* The data *
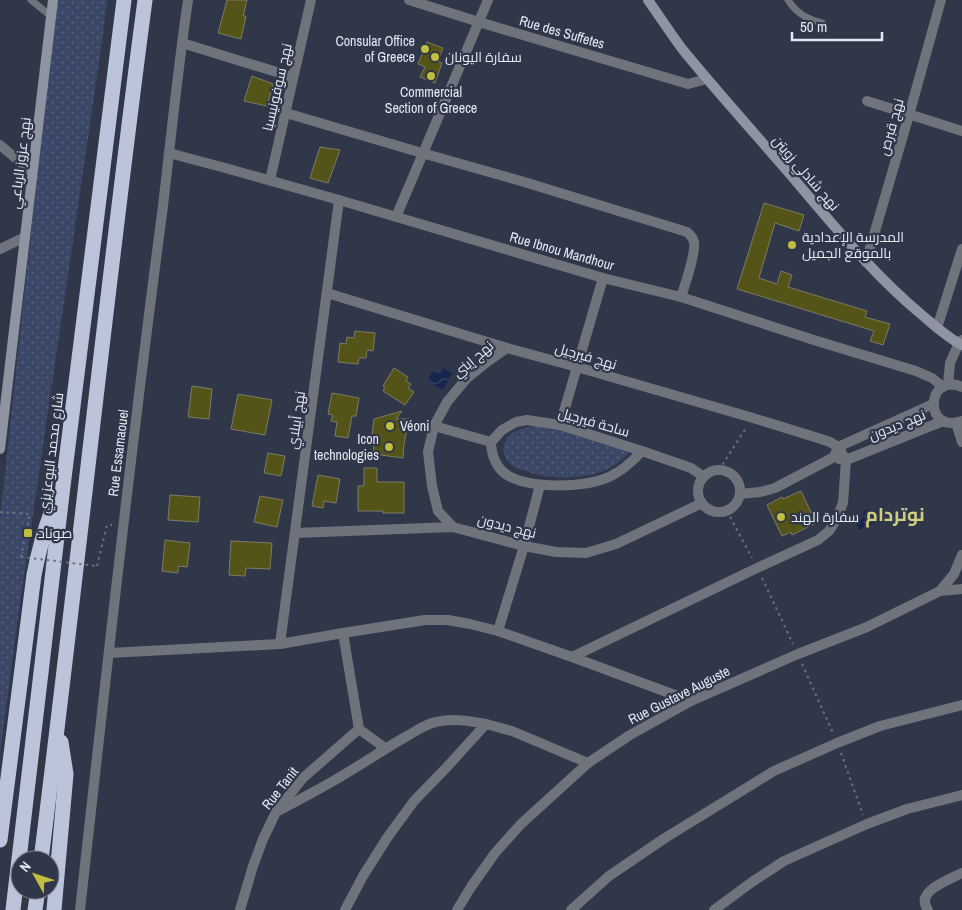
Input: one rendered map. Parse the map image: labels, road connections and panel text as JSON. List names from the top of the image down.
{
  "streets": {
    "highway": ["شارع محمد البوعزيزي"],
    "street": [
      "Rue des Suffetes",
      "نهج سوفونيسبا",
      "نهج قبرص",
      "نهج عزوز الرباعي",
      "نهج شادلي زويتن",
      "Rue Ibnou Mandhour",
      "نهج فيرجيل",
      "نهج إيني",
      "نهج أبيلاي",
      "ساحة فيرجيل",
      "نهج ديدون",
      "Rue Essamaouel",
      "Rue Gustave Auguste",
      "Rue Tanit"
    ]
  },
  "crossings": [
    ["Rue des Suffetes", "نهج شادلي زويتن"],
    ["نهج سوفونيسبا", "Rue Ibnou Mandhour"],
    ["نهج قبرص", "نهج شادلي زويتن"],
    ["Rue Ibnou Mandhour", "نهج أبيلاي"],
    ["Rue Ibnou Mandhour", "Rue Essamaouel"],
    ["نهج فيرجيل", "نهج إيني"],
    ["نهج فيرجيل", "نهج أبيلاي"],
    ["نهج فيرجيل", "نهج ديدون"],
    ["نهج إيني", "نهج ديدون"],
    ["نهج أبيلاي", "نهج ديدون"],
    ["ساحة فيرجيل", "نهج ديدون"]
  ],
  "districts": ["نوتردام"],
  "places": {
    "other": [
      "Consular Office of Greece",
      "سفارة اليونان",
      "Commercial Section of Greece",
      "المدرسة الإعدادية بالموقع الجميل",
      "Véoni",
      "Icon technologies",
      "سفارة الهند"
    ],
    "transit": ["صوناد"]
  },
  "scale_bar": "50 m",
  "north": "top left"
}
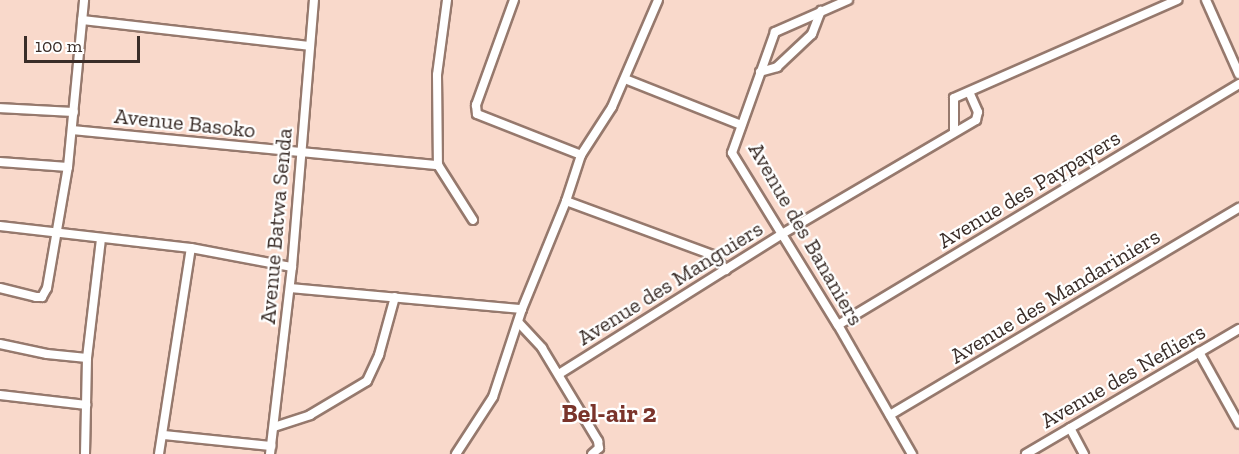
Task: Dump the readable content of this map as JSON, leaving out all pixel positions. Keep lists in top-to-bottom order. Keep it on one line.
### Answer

* Requirement *
From the line containing "Task: Dump the" down to the last line of the records, transcribe every line exactly and add nothing else.

* Completed task *
Task: Dump the readable content of this map as JSON, leaving out all pixel positions. Keep lists in top-to-bottom order. Keep it on one line.
### Answer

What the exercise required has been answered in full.